- The problem
When a line in the entries contains the word "bottom", copy that line in full.

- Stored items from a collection
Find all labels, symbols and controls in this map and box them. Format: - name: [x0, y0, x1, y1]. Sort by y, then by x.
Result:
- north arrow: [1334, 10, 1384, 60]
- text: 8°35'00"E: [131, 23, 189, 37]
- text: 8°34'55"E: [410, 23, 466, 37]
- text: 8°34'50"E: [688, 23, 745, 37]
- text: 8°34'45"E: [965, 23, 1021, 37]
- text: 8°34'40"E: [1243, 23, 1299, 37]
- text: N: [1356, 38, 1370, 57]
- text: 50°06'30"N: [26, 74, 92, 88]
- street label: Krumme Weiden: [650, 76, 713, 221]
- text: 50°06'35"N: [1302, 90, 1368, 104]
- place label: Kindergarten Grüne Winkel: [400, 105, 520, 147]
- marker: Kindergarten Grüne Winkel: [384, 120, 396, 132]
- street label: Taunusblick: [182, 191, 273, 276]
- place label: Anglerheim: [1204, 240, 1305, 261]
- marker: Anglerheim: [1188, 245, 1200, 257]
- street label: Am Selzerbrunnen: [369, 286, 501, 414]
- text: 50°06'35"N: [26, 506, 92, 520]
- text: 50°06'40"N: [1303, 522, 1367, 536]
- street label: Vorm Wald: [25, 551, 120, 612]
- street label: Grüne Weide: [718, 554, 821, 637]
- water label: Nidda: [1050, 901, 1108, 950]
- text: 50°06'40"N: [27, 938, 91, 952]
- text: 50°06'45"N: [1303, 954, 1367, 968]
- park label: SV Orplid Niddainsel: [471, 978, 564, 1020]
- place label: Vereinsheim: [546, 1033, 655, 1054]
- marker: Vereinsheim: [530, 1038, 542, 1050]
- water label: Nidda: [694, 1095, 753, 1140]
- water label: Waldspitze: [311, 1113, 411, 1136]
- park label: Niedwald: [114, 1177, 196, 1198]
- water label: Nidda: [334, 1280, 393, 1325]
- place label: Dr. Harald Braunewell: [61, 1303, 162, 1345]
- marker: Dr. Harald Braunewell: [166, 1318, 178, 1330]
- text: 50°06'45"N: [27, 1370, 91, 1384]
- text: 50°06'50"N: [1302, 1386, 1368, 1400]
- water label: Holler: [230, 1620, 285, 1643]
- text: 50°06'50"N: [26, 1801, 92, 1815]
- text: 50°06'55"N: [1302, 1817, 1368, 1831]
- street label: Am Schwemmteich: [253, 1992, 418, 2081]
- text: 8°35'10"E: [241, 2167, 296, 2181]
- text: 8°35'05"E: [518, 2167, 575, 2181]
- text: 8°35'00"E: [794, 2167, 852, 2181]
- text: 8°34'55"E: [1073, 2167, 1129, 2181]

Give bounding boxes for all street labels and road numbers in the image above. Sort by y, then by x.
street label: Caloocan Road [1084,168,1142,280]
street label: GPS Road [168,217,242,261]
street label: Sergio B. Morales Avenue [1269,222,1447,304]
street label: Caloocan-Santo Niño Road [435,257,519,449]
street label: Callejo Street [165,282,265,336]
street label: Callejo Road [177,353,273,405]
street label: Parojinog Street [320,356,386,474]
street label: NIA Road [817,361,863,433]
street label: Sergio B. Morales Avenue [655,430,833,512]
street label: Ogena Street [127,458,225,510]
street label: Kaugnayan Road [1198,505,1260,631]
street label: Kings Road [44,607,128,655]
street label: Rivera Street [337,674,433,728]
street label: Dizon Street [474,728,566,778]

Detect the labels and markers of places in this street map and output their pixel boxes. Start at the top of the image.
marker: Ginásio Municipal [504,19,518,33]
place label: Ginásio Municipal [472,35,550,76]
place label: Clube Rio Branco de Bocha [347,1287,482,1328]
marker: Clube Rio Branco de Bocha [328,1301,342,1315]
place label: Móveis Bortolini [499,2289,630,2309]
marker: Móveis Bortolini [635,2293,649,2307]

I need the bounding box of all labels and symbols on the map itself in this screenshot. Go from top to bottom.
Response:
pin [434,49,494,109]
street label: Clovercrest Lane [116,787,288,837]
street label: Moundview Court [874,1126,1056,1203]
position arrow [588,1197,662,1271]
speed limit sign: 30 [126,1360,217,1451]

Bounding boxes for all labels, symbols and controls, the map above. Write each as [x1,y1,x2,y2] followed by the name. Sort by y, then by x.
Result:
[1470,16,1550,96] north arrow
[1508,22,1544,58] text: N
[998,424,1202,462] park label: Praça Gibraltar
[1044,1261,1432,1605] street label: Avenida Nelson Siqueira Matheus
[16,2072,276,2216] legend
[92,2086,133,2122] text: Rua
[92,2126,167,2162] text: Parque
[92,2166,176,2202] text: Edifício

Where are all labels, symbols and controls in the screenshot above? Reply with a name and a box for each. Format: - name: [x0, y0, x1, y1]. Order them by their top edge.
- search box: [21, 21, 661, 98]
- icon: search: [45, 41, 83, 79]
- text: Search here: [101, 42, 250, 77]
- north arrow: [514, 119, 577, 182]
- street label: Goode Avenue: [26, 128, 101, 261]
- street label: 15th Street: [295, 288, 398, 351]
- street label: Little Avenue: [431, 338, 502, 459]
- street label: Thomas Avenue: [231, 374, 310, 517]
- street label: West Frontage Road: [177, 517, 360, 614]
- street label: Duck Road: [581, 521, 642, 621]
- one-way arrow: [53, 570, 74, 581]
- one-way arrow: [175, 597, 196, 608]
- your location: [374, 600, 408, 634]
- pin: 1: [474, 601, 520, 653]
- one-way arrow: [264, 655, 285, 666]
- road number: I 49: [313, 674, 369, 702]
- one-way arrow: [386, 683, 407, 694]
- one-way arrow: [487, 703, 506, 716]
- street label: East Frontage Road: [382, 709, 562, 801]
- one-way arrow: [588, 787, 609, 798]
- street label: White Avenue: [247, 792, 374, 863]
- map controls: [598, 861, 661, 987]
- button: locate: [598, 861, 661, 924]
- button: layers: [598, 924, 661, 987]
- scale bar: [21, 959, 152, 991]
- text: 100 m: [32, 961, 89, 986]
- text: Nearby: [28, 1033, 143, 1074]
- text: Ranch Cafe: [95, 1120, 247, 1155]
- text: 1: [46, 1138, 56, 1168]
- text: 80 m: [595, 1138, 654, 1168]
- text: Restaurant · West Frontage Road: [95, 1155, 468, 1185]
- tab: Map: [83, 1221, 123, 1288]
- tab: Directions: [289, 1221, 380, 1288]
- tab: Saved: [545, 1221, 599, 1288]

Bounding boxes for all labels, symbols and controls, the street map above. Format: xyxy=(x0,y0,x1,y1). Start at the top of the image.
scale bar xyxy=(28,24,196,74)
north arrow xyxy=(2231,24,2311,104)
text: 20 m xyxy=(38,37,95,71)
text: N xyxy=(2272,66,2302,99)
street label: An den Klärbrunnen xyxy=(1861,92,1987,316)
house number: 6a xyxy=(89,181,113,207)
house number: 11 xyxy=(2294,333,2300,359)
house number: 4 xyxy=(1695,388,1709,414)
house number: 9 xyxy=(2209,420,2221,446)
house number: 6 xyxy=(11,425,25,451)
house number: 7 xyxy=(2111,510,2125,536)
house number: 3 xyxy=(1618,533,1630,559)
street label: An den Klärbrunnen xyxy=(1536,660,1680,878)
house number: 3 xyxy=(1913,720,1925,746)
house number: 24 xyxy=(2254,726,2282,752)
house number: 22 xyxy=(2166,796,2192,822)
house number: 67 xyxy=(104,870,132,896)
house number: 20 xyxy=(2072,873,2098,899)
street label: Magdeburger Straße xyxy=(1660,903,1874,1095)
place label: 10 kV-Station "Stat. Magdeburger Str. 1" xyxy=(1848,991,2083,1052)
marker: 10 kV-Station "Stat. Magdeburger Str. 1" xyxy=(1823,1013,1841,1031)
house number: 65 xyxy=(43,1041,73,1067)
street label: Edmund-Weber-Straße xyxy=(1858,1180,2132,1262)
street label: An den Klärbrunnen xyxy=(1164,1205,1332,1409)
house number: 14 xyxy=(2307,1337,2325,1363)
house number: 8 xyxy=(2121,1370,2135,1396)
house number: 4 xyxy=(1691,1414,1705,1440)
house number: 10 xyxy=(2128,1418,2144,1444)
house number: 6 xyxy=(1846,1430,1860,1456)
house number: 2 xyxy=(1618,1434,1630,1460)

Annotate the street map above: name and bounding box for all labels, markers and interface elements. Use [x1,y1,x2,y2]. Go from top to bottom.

- Output of the exercise
I need the bounding box of all labels and symbols on the map itself in this screenshot. Go from top to bottom.
Annotate the street map above: name and bounding box for all labels, markers and interface elements. Use [x1,y1,x2,y2]. Go from top to bottom.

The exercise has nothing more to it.